Exploring the Apache Spark 3.0.0 Features
This article is discussing the features and improvements of highly popular Apache Spark framework release 3.0.0. The Apache Spark 3.0.0 is the first release in the 3.x line and it's going to be a long-terms supported project.
Apache Software Foundation released the first version of 3.x line and it comes with the groundbreaking features. The first release of Spark 3.x line is Apache Spark 3.0.0, which was released on Jun 18, 2020. This build is committed on the github as git tag v3.0.0 . This was committed on git June 10, 2020. The Spark 3.x line is the long-term project which is released for the production deployment. This version of Apache Spark framework brings many innovations from Spark 2.x and many new features. This build is released after closing more than 3,400 tickets with the help of over 440 contributors around the world. Apache Spark 3.x is the most advanced framework of Apache Spark which is ready to power today?s industry for processing vast collections of data at lightning speed.
Apache Spark Framework was first released 10-years back in 2010, the year 2020 is Spark's 10-year anniversary. In the past 10 years the Apache Spark framework has grown as one of the most active projects in the Big Data industry.
Apache Spark is a highly popular framework for processing data in the Big Data environment. This framework is used for in-memory data processing, data science, machine learning and data analytics in Big Data environments.
The Spark SQL of Spark framework is the most active component and over 46% of resolved tickets are related to the Spark SQL. The Apache Spark 3.0.0 comes with enhancements to all the higher-level libraries including MLlib, API's, Spark SQL and DataFrames. As per the TPC-DS 30TB benchmark, Apache Spark 3.0 is approximately two times faster in performance than previous Spark 2.4. So, the Spark 3.0.0 brings performance improvements also, which is good for processing large collections of data in Big Data.
Apache Spark 3.x is a major release of the already popular Apache Spark framework. This version will drop the support for Python 2.x and Apache Spark 3.x needs Python3 to run the programs developed in Python. So, if you are planning to use Spark 3.x in your production environment then you have to use Python 3.x. In this release of Spark, the Scala version is also upgraded to version 2.12. Apache Spark 3.x also fully supports JDK 11, while the support for Python 2.x is heavily deprecated.

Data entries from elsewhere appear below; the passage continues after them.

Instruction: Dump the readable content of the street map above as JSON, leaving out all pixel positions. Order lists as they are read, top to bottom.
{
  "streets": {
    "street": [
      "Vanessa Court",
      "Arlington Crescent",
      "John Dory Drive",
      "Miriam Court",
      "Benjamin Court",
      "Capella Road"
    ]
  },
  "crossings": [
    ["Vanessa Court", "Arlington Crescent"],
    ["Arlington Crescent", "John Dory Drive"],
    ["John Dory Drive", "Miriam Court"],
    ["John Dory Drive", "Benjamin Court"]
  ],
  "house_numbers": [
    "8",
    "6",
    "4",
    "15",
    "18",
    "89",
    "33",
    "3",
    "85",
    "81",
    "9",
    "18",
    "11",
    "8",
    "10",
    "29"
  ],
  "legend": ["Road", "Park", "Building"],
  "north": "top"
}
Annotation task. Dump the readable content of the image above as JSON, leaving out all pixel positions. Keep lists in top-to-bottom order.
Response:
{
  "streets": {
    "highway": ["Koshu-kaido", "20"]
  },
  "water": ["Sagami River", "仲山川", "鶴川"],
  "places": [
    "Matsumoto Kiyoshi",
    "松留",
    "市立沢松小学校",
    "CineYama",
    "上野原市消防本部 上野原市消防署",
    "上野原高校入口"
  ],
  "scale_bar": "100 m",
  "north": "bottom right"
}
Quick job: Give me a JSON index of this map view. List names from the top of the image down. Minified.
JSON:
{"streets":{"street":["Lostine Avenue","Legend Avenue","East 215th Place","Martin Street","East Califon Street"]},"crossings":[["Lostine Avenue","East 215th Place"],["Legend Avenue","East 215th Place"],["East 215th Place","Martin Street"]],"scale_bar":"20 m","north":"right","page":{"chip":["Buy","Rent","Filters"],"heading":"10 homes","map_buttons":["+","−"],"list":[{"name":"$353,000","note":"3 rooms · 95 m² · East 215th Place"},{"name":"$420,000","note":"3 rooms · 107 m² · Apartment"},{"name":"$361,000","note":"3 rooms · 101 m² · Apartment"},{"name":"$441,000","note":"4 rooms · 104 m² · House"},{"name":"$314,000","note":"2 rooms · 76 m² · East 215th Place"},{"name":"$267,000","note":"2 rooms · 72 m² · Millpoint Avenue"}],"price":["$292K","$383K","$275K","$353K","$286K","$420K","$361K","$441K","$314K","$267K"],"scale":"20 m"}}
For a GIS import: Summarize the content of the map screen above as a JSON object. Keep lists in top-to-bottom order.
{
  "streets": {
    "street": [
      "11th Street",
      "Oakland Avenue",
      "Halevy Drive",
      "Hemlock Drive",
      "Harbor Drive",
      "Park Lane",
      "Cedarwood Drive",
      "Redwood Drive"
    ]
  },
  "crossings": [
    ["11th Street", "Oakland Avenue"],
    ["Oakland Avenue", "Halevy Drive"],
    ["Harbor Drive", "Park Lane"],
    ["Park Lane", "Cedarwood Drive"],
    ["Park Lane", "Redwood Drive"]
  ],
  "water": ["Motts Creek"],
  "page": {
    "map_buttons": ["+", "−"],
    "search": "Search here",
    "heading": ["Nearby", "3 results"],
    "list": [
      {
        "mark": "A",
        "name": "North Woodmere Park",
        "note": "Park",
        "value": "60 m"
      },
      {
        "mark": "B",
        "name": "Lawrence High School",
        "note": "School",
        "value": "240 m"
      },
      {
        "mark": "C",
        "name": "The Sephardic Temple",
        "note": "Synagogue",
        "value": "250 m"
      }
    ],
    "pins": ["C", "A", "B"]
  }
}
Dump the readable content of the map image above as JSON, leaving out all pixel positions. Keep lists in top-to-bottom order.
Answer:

Apache Spark 3.x is coming with a lot of features and more optimized Spark SQL. This version of Spark framework will help both data analysts and data scientists to develop better solutions for the industries. Here are the lists of features of Apache Spark 3.x line:
- Spark Graph: Cypher Script & Property Graph
- Python 3, Scala 2.12 and JDK 11
- Deep Learning: Adds GPU Support
- Log Loss: Support
- Binary Files
- Kubernetes
- Koalas: Spark scale to Pandas
- Kafka Streaming: include Headers
- YARN Features
- Analyze Cached Data
- Dynamic Partition Pruning
- Delta Lake
- Decision Tree in SparkML.
- Improved Optimizer during query execution.
- Pluggable catalog integration.
- Metric for executor memory.
- Dynamic Allocation.